EXERCISE REQUIREMENTS — Whenever a line in the entries includes the word "JSON", copy that line out.

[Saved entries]
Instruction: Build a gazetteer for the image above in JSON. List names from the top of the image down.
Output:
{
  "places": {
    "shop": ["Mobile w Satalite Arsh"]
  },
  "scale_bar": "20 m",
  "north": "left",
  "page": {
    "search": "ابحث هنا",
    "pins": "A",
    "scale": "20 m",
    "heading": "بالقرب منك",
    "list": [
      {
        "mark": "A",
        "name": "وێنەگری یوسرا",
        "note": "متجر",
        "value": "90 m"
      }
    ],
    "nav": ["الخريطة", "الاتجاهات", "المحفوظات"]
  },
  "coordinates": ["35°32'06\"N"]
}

...

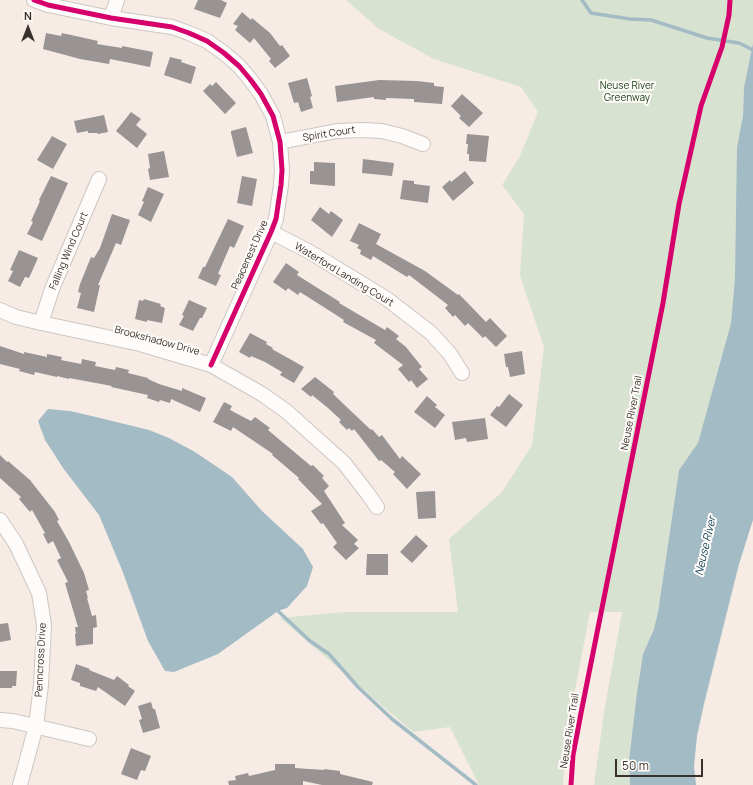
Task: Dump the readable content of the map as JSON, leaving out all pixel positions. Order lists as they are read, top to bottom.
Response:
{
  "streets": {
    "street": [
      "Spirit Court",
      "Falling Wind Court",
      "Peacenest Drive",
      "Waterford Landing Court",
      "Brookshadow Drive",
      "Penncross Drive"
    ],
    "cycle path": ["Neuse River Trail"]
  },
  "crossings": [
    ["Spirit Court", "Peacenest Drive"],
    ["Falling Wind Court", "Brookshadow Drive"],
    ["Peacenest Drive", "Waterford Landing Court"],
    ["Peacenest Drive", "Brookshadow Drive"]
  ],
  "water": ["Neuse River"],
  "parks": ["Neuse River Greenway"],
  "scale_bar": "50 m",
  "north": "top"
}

WRITTEN ANSWER —
Instruction: Build a gazetteer for the image above in JSON. List names from the top of the image down.
Task: Dump the readable content of the map as JSON, leaving out all pixel positions. Order lists as they are read, top to bottom.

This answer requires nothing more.